As a human rights organization investigating abusive authorities around the world, we know we’re a target for government hackers. Our security teams spend a lot of time and effort to keep our information, our staff, and our sources safe.
Working together with Amnesty International’s security people, we just exposed another attack on us and others, this one by Iran.
Here’s how it happened…
In October 2022, an HRW staff member working on the Middle East and North Africa region received an invitation to a conference via WhatsApp. There’s nothing unusual in that; we’re often asked to speak at such events. This one was (supposedly) from a think tank in Lebanon.
But there was something a bit suspicious about the messages, so our experts took a deeper look.
Our joint investigation with Amnesty International revealed that the links in the WhatsApp message were phishing links.

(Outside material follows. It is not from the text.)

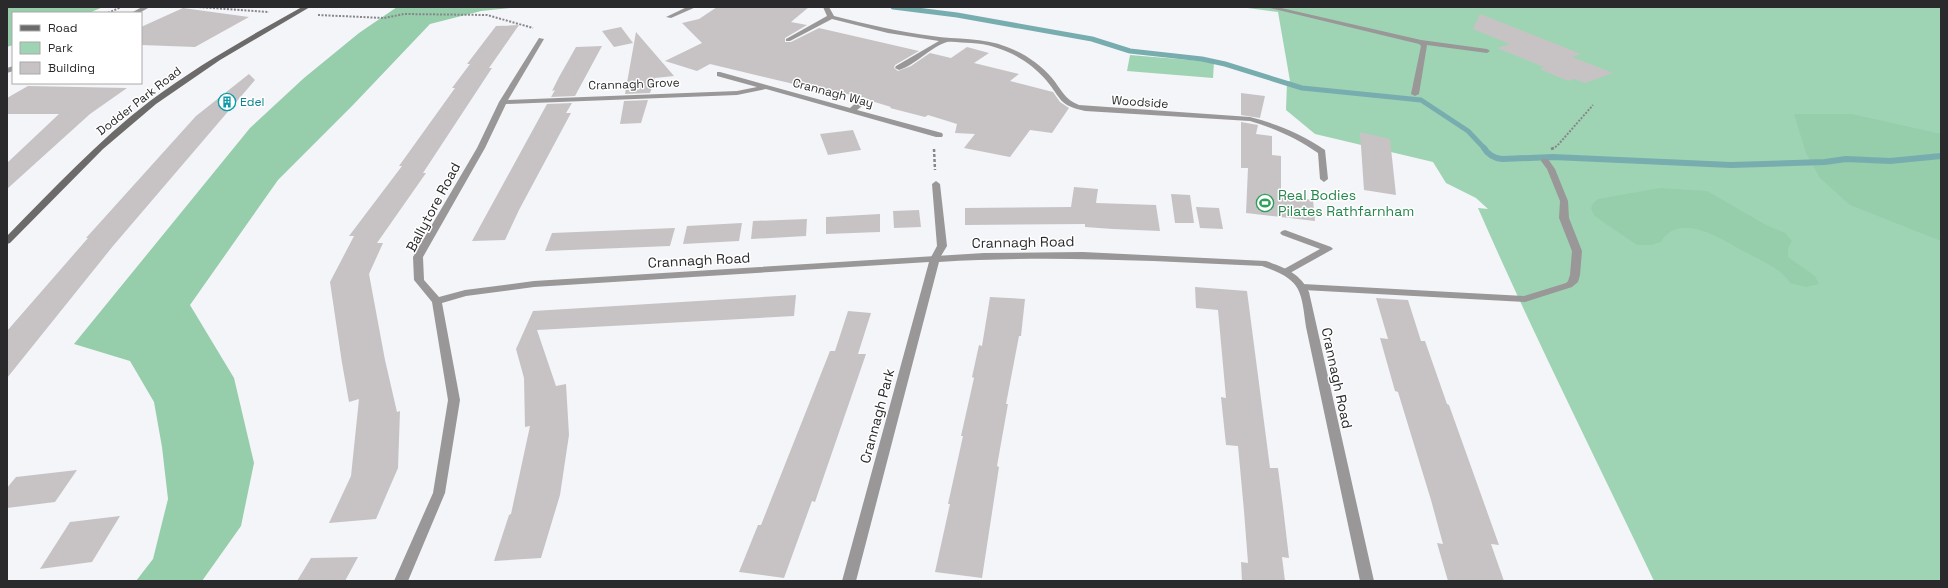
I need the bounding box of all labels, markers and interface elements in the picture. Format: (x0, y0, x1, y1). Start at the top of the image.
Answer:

Once clicked, the link would direct the target to a fake login page that captured the user’s email password and authentication code.
The research team investigated the infrastructure that hosted the malicious links and identified additional targets of this ongoing campaign – high-profile activists, journalists, researchers, academics, diplomats, and politicians working on Middle East issues.
In all, there were 20 people who received a similar message since September, including a second HRW staff member.
Our research attributes this phishing attack to an entity affiliated with the Iranian government known as APT42, which, bizarrely, is sometimes referred to as “Charming Kitten.”
Various security companies have reported on phishing campaigns by APT42 before. Organizations such as Google and the cybersecurity companies Recorded Future, Proofpoint, and Mandiant have linked APT42 to Iranian authorities.
This time, it was Iran. Next time, it may be some other government.
Constant cyber-vigilance is an essential part of our work to expose abuses.